Test data for a 0–100 field: normal inside, extremes at the boundaries, abnormal outside
Worked example. A field accepts an exam mark from 0 to 100. Give test data of each kind with its expected result. Normal: 50 - accepted, a typical value inside the range. Abnormal: -10, 200, "abc" - all rejected, being out of range or the wrong data type. Extreme: 0 and 100 - the largest and smallest values that are still accepted. Boundary: the pairs straddling each edge - -1 rejected alongside 0 accepted, and 100 accepted alongside 101 rejected. Every value must carry its expected result, or the test plan proves nothing. Extreme and boundary are the pair most often confused: an extreme value sits inside and is accepted, while a boundary test is always a pair either side of the edge - which is exactly where off-by-one errors hide.
| English | Chinese | Pinyin |
|---|---|---|
| test strategy | 测试策略 | cè shì cè lüè |
| test plan | 测试计划 | cè shì jì huà |
| normal data | 正常数据 | zhèng cháng shù jù |
| abnormal data | 异常数据 | yì cháng shù jù |
| boundary data | 边界数据 | biān jiè shù jù |
| extreme data | 极端数据 | jí duān shù jù |
12.3
Maintenance
Most of a program's lifetime cost is in maintenance. Three kinds:
Three kinds of maintenance: perfective, adaptive and corrective
- perfective maintenance 完善性维护 — improving performance or features even though it works (a faster query, a new option).
- adaptive maintenance 适应性维护 — keeping it working in a changing environment (a new OS, a new API, a legal change).
- corrective maintenance 纠正性维护 — fixing bugs found in use.

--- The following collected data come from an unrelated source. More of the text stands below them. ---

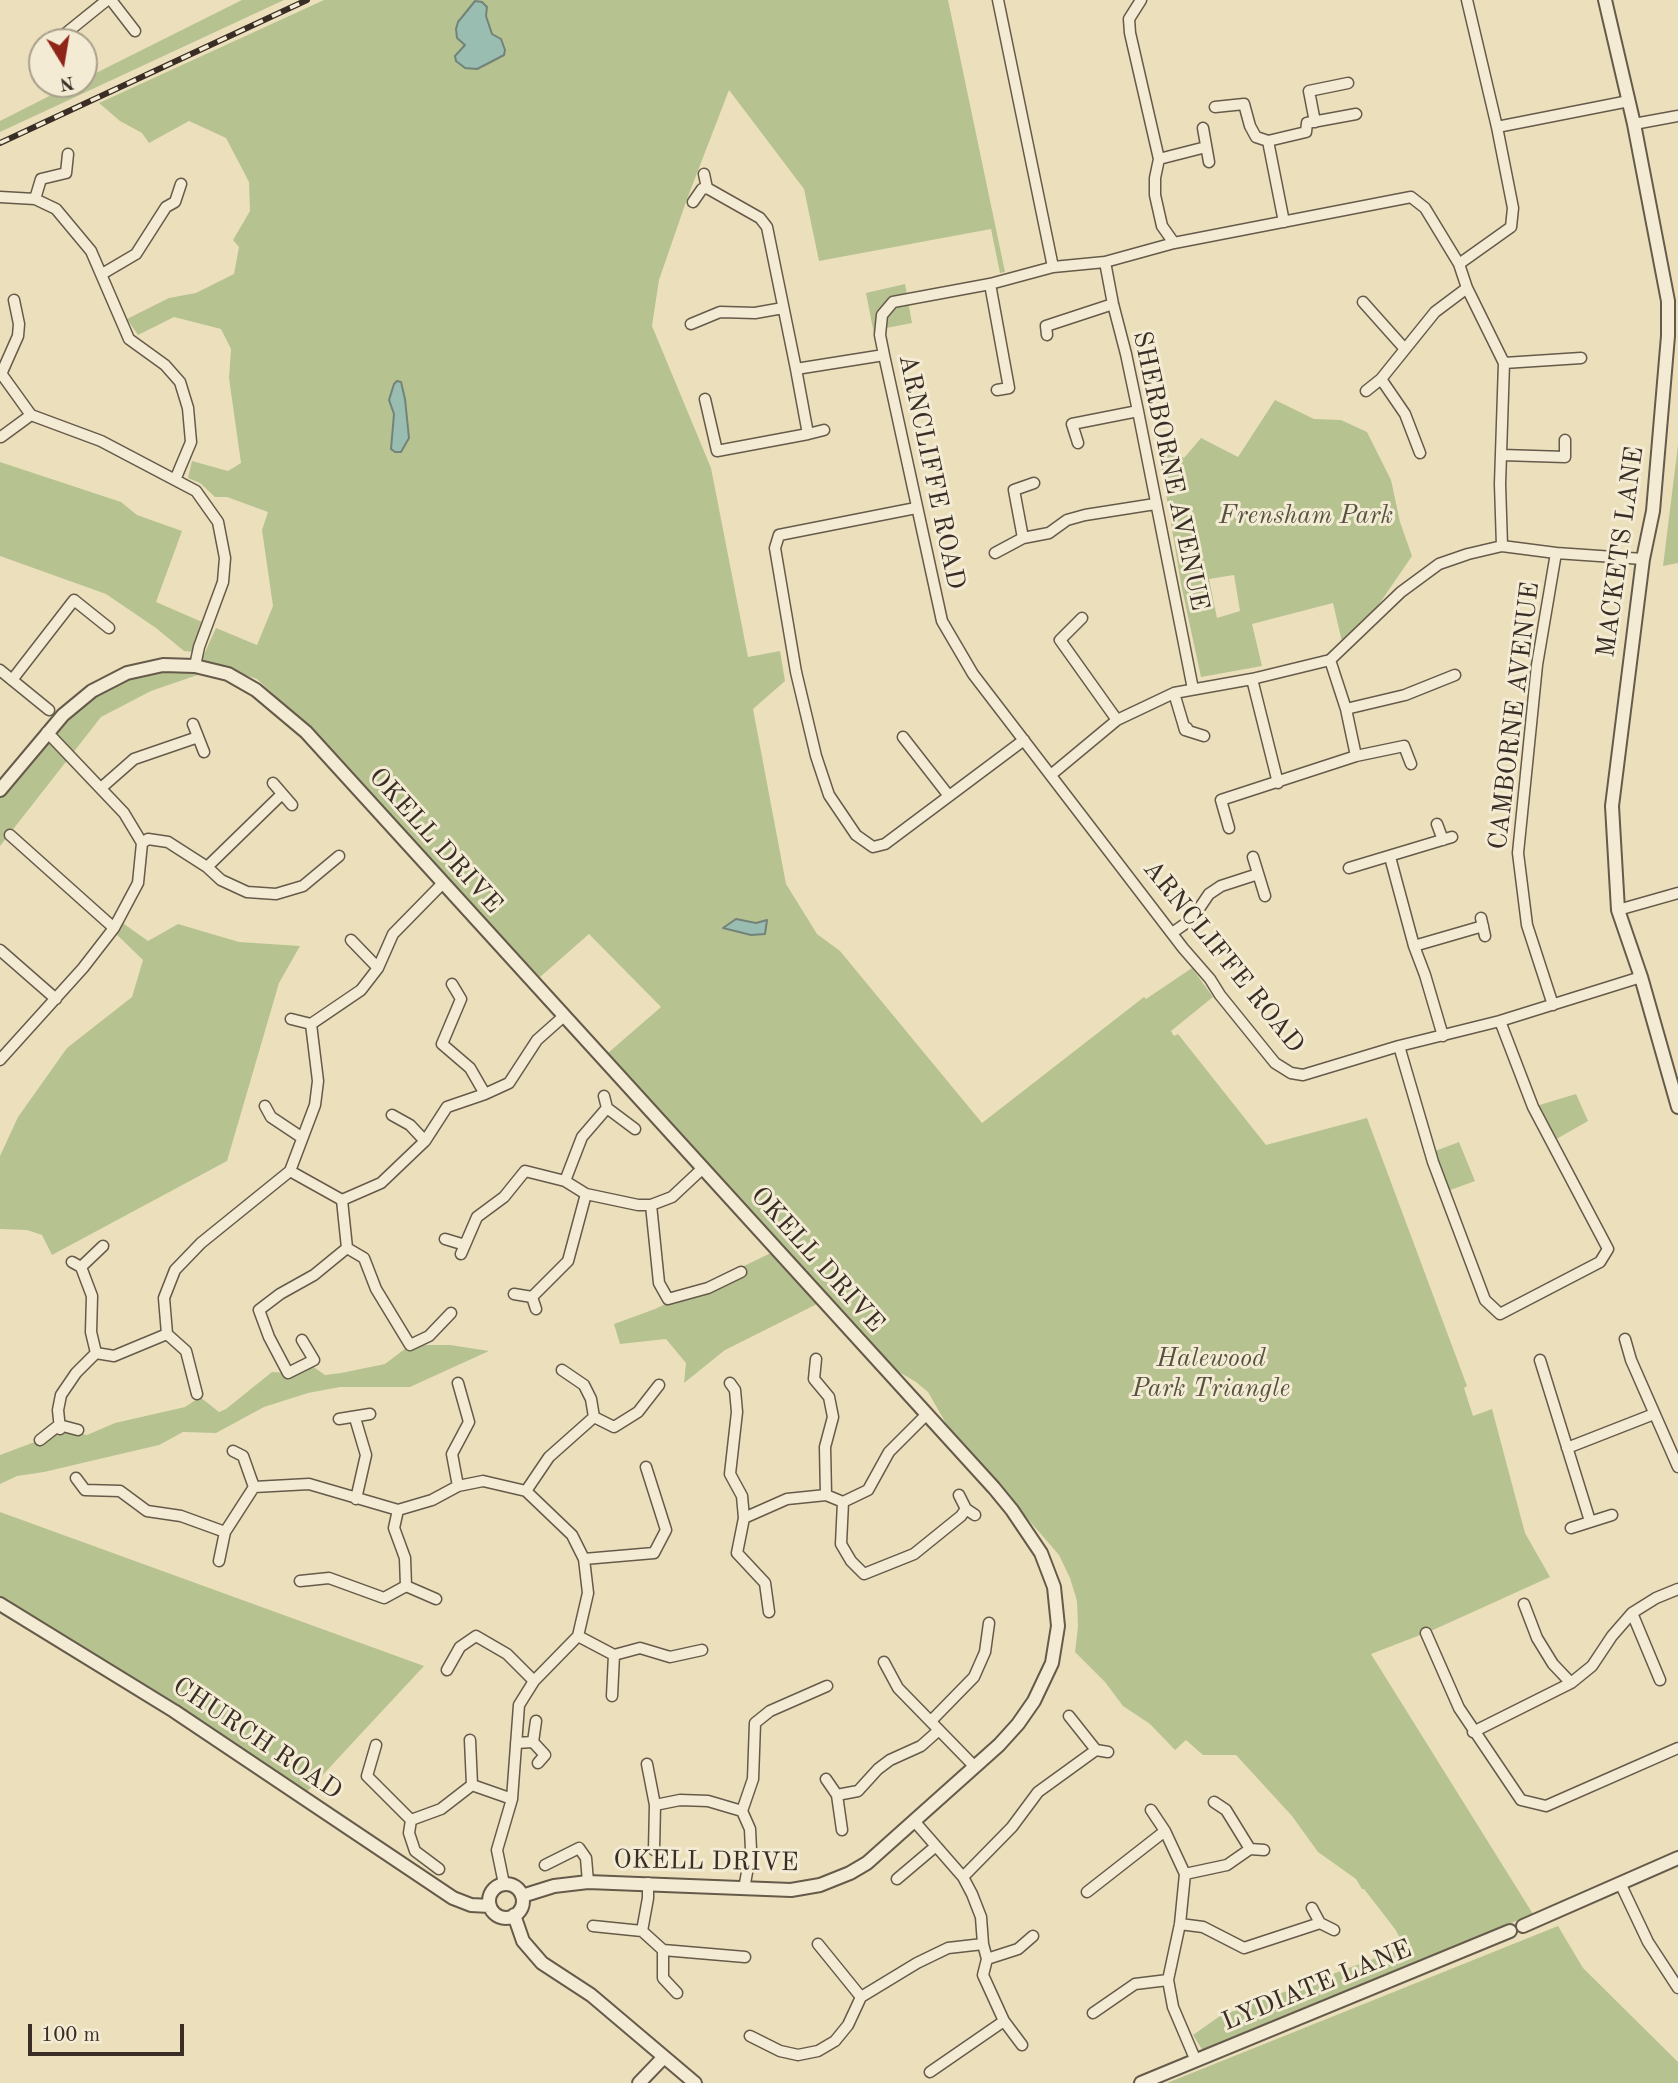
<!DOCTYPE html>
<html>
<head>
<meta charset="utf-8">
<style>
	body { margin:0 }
	#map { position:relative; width:1678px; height:2083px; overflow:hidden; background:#ece0bc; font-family:"Old Standard TT",serif }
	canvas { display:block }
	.north { position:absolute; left:28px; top:28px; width:70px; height:70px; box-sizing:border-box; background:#f3ebd3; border:2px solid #a99f8d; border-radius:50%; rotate:169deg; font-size:19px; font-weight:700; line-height:28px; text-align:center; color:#392d25 }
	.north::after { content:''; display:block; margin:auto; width:24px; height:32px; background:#8f2418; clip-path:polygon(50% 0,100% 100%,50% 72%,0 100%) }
	.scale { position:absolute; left:28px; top:2024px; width:156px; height:32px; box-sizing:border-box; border:4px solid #392d25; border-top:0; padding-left:9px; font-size:21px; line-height:24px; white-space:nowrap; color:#392d25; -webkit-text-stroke:5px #f3ebd3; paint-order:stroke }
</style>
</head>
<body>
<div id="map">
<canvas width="1678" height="2083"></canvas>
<div class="north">N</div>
<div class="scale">100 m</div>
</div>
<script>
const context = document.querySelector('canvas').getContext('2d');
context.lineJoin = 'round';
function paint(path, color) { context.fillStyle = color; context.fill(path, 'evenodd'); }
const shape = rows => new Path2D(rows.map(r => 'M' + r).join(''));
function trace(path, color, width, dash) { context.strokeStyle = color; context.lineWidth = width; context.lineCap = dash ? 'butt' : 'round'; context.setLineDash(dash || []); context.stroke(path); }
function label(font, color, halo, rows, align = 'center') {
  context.font = font + ' "Old Standard TT",serif'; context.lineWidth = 6; context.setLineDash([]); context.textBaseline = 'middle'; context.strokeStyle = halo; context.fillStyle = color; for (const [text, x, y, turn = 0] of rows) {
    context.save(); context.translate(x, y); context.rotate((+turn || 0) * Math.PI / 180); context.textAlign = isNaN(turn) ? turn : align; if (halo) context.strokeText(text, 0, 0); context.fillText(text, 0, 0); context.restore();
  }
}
paint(shape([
	[242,0,284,0,0,132,0,121,73,84,84,84,84,79],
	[324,0,948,0,1005,272,1000,273,991,229,819,261,804,189,729,90,687,199,659,280,652,326,711,468,748,657,780,651,785,681,753,709,786,884,817,934,840,951,982,1123,1144,997,1146,999,1192,968,1213,997,1171,1031,1174,1036,1178,1034,1266,1145,1367,1118,1467,1386,1464,1388,1473,1416,1492,1409,1525,1533,1550,1577,1433,1630,1371,1654,1533,1914,1203,2051,1193,2035,1220,2016,1405,1947,1395,1929,1364,1889,1362,1889,1356,1879,1318,1852,1292,1816,1236,1755,1203,1755,1186,1740,1175,1750,1150,1724,1123,1706,1105,1682,1075,1652,1078,1627,1077,1601,1070,1578,1059,1555,948,1427,928,1392,916,1382,894,1369,608,1053,661,1007,589,934,540,977,382,811,294,713,257,679,210,663,200,663,216,628,257,645,273,606,262,530,268,512,227,497,215,497,200,483,188,478,192,461,228,471,241,463,229,378,231,349,221,329,174,317,138,335,127,319,169,298,196,293,234,274,239,247,233,240,250,211,249,182,226,138,189,121,149,143,142,133,120,121,99,103],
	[905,284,912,323,881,329,881,342,874,334,866,293],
	[1275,400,1314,419,1341,420,1367,432,1391,480,1400,522,1412,556,1375,610,1342,642,1333,603,1252,624,1262,666,1201,677,1181,584,1157,439,1184,458,1201,438,1238,457],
	[1234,575,1240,611,1217,618,1209,579],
	[1678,445,1678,563,1663,566],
	[0,462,121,502,137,515,182,531,156,602,202,622,193,652,184,651,156,628,106,594,0,556],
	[146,667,212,670,151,691,101,717,0,846,0,788,92,692],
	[120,921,148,941,178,924,239,942,300,946,279,983,227,1161,52,1255,42,1235,27,1230,0,1229,0,1156,18,1117,67,1048,132,997,143,960,112,930],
	[1576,1094,1588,1121,1553,1141,1533,1107],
	[1459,1142,1475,1181,1445,1192,1430,1153],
	[777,1250,823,1301,725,1350,684,1383,686,1363,666,1339,620,1344,614,1324,655,1309],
	[410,1345,450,1345,489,1351,410,1387,340,1387,308,1393,264,1407,216,1433,183,1432,159,1445,44,1472,17,1476,0,1484,0,1455,40,1440,60,1429,87,1435,115,1423,185,1407,200,1397,219,1412,226,1409,272,1372,288,1373,308,1363,325,1375,341,1373,385,1364],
	[0,1512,424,1666,305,1794,0,1611],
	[1558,1926,1583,1968,1678,2062,1678,2083,1167,2083]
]), '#b7c291');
const water = shape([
	[475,1,482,2,487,7,486,16,492,34,501,39,505,50,504,55,485,65,477,69,465,68,456,61,455,56,465,45,457,38,456,29,458,22,475,1],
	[397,381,401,382,405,399,409,438,401,452,395,452,391,449,394,414,389,400,394,384,397,381],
	[736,919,756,923,767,920,765,934,751,935,723,928,736,919]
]);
paint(water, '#99bdb1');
trace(water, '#738379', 2);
const minor = shape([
	[111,0,135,31],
	[998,0,1053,267],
	[1141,0,1129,19,1130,33,1159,159,1155,178,1155,195,1162,226,1174,243],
	[55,42,107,0],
	[1215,107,1244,104,1250,126,1256,137,1268,141],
	[1315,122,1309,91,1348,83],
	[1634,124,1678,116],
	[1497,127,1629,101],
	[1203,128,1209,162],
	[1159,159,1206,147],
	[704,174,707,188],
	[0,197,35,199,56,209,91,251,129,339,165,365,180,382,188,408,191,442,175,480],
	[35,199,41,179,66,173,68,154],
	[693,202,702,189,707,188,760,218,767,227,796,369],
	[1284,222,1268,141,1306,132,1307,123,1356,114],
	[1105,262,1113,304,1126,354,1138,411,1193,689],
	[1459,264,1511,227,1513,208,1497,127,1467,0],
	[102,274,136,254,166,207,175,202,181,184],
	[990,284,1009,388,997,390],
	[1363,302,1404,348],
	[691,324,720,312,755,313,783,308],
	[1047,335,1046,326,1113,304],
	[1504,363,1581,358],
	[0,372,31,415,101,441,196,491,218,522,225,558,223,582,199,647,195,666],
	[2,372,18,336,19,324,14,300],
	[1366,391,1381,379],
	[705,399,717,451,808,434,796,369,884,355],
	[808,434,824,430],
	[1,437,31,415],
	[1078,443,1072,424,1138,411],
	[1420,453,1405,414,1381,379,1435,312,1467,288],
	[1502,455,1565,457,1565,440],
	[1034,483,1014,490,1023,538,1049,533,1067,520,1085,515,1155,504],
	[916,508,779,535,775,548,796,672,816,756,829,795,856,835,873,847,885,844,1024,740],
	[1502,546,1500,484,1504,363,1467,288,1459,264,1425,208,1411,197,1174,243,1105,262,1053,267,990,284,893,302,882,315,880,335,884,355,942,621,973,674,1183,948,1210,979,1220,995,1275,1063,1291,1073,1303,1075,1399,1046,1500,1021,1641,977],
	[995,553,1023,538],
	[1082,618,1060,640,1117,720],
	[1330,660,1346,709,1356,756],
	[0,670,49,710],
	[1252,679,1278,783],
	[12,680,74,600,109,628],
	[1174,693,1185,730,1187,728],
	[1346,709,1405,695,1455,675],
	[193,724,204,752],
	[1185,730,1204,736],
	[903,737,949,796],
	[1052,774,1117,720,1174,693,1252,679,1330,660,1401,592,1439,564,1468,554,1502,546,1556,553,1643,559],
	[273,783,292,805],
	[101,788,134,759,198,737],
	[1437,824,1443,840],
	[1229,828,1221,800,1356,756,1404,746,1411,764],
	[10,835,114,928],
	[142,843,148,839,168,842,207,867,221,880,247,892,276,894,303,886,339,856],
	[1253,857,1265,896],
	[1390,857,1414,946,1425,975,1443,1036],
	[207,867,282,794],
	[1349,868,1452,837],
	[1618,910,1678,893],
	[1481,918,1485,936],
	[1172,933,1192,919,1209,894,1221,886,1258,874],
	[351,940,378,968],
	[1414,946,1483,926],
	[0,950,56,999],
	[452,984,461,999,442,1044,470,1068,485,1094],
	[1553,1005,1527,925,1518,853,1537,665,1556,553],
	[291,1019,311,1024],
	[1399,1046,1433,1162,1485,1300,1500,1314,1600,1262,1608,1249,1533,1107,1500,1021],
	[0,1060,83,968,114,928,138,883,142,843,124,813,47,732],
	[604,1096,607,1108],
	[265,1106,271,1117,301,1137],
	[392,1115,410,1125,425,1141],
	[290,1171,342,1200,381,1183,425,1141,447,1107,485,1094,509,1083,537,1040,564,1016],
	[565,1181,582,1137,607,1108,635,1129],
	[651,1205,659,1283,668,1299,708,1288,741,1272],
	[445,1239,465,1245],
	[347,1248,364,1258,376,1289,410,1345,429,1336,451,1313],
	[461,1254,477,1217,504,1197,525,1171,565,1181,586,1194,638,1205,651,1205,672,1197,703,1168],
	[72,1262,81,1267],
	[514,1294,532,1297],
	[536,1309,532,1297,568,1261,586,1194],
	[1625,1339,1631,1360,1678,1467],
	[302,1340,314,1360,288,1373,269,1337,259,1310,280,1294,314,1275,347,1248,342,1200],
	[96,1353,91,1332,92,1296,81,1267,103,1246],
	[816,1359,814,1379,829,1397,833,1417,825,1447,826,1495],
	[1540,1360,1590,1521],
	[458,1383,469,1422,452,1454,458,1486],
	[730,1383,735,1390,737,1412,730,1474,742,1496,744,1518,737,1553,765,1583,769,1612],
	[197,1394,186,1351,167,1334,164,1298,175,1270,201,1243,290,1171,315,1105,318,1081,311,1024,361,990,378,968,393,934,443,883],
	[594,1417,614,1427,638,1412,659,1385],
	[355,1418,366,1455,356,1499],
	[339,1419,370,1414],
	[60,1429,58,1410,61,1395,76,1373,96,1353,114,1356,167,1334],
	[40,1440,59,1425,78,1430],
	[1567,1448,1654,1414],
	[233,1451,243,1456,254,1487],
	[76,1478,85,1490,120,1491,147,1511,181,1516,225,1532],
	[254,1487,309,1484,398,1510,432,1500,458,1486,483,1481,526,1491,572,1535,584,1559,588,1593,578,1636,534,1681,519,1705,512,1799,497,1850,504,1884],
	[526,1491,549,1457,594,1417,591,1399,584,1385,562,1370],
	[843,1502,841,1544,851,1561,864,1574,914,1554,961,1516,966,1509,959,1495],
	[966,1509,975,1515],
	[398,1510,394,1528,405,1558,406,1586,436,1599],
	[744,1518,787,1499,826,1495,843,1502,868,1490,889,1452,926,1415],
	[1571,1528,1612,1515],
	[584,1559,654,1553,666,1530,646,1467],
	[219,1561,225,1532,254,1487],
	[300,1581,329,1578,384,1598,406,1586],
	[1524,1604,1537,1638,1553,1664,1571,1683],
	[1632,1613,1660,1680],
	[1426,1633,1459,1708,1521,1800,1546,1806,1678,1748],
	[578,1636,614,1655,640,1648,670,1657,702,1650],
	[884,1662,898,1688,975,1767],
	[447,1670,460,1647,476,1636,507,1654,534,1681],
	[612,1696,614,1655],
	[931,1721,974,1677,985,1652,989,1623],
	[1473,1732,1571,1683,1592,1666,1612,1636,1632,1613,1656,1598,1678,1589],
	[470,1740,472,1785],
	[533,1742,536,1721],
	[516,1743,533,1742,545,1755,538,1763],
	[376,1745,367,1776,411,1820],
	[1096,1750,1108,1752],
	[647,1764,655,1805,654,1850],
	[826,1779,837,1795],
	[655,1805,680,1800,708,1801,742,1811],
	[1151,1810,1165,1831,1185,1874,1180,1924,1168,1980,1173,2007,1196,2061],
	[915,1822,963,1877,972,1894,981,1917,983,1944,987,1959,983,1975,1004,2021,1022,2045],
	[842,1830,837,1795,858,1791,878,1769,890,1760,921,1746,939,1730],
	[1250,1849,1264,1850],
	[545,1865,579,1848,586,1858,588,1882],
	[439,1869,415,1851,409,1833,411,1820,441,1809,472,1785,512,1799],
	[1185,1874,1227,1865,1250,1849,1226,1810,1214,1802],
	[963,1877,1012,1827,1038,1792,1096,1750,1069,1716],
	[897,1879,936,1846],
	[648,1883,648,1898,642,1931,663,1950,745,1957],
	[1621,1885,1648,1942,1678,1988],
	[744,1889,751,1850,750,1829,742,1811,753,1779,755,1723,770,1711,827,1686],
	[1087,1892,1165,1831],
	[1312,1908,1320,1923,1334,1930],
	[1180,1924,1203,1927,1244,1948,1320,1923],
	[593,1926,642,1931],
	[818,1944,861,1997],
	[663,1950,663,1978,677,1993],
	[987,1959,1018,1949,1033,1936],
	[1093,2013,1135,1984,1168,1980],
	[750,2036,780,2051,798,2055,818,2051,835,2041,848,2025,861,1997,917,1963,948,1948,983,1944],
	[930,2072,1004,2021]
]);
const tertiary = shape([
	[1605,0,1634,124,1668,301,1668,336,1653,511,1643,559,1612,806,1618,910,1641,977,1678,1107],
	[0,790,63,715,92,691,127,673,163,665,195,666,228,674,256,690,306,732,994,1488,1012,1510,1041,1553,1054,1587,1058,1626,1052,1663,1034,1701,1018,1724,999,1745,867,1863,850,1873,820,1885,791,1890,588,1882,554,1886,522,1896],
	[0,1604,174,1711,453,1898,471,1905,490,1906],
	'489 1901a17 17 0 1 1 34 0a17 17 0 1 1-34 0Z',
	[514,1915,523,1941,542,1963,591,1995,695,2083],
	[1523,1926,1678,1858],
	[639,2083,664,2057],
	[1141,2083,1510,1931]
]);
trace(minor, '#665a4b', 13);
trace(tertiary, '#665a4b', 16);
trace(minor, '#f3ebd3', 10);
trace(tertiary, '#f3ebd3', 12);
const rail = shape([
	[0,143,307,0]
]);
trace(rail, '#392d25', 6);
trace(rail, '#f3ebd3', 3.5, [10]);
label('26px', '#392d25', '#f3ebd3', [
	["SHERBORNE AVENUE",1170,471,78],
	["ARNCLIFFE ROAD",931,472,78],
	["MACKETS LANE",1621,552,-82],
	["CAMBORNE AVENUE",1515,716,-83],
	["OKELL DRIVE",435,841,48],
	["ARNCLIFFE ROAD",1223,957,51],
	["OKELL DRIVE",817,1260,48],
	["CHURCH ROAD",257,1739,34],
	["OKELL DRIVE",706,1862,1],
	["LYDIATE LANE",1317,1986,-22]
]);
label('italic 26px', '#585240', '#f3ebd3', [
	["Frensham Park",1306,516],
	["Halewood",1211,1359],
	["Park Triangle",1211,1389]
]);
</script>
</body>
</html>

A program may need all three throughout its life.
| English | Chinese | Pinyin |
|---|---|---|
| perfective maintenance | 完善性维护 | wán shàn xìng wéi hù |
| adaptive maintenance | 适应性维护 | shì yìng xìng wéi hù |
| corrective maintenance | 纠正性维护 | jiū zhèng xìng wéi hù |
12.3
Amending an existing program
When asked to add a feature or fix a bug:
- read the existing code until you understand the algorithm and data flow.
- find where the change goes — which subroutine, which lines.
- make the change as small as possible — don't rewrite working code.
- update related parts — every caller of a changed parameter list, every routine using a changed data structure.
- test the new behaviour and the old (regression testing 回归测试 — check you broke nothing).
- document the change.
Clear comments, meaningful names, decomposed subroutines and a structure chart make a program much easier to amend — which is why the design tools matter even after the first release.
| English | Chinese | Pinyin |
|---|---|---|
| regression testing | 回归测试 | huí guī cè shì |
12.3
Exam tips
- Compare development models (waterfall, iterative, RAD) and know the stages of the program development life cycle.
- Distinguish syntax, logic and run-time errors and how each is found.
- Choose test data of three kinds — normal, boundary and erroneous — and give an example of each for the stated range.
- Distinguish the types of maintenance (corrective, adaptive, perfective).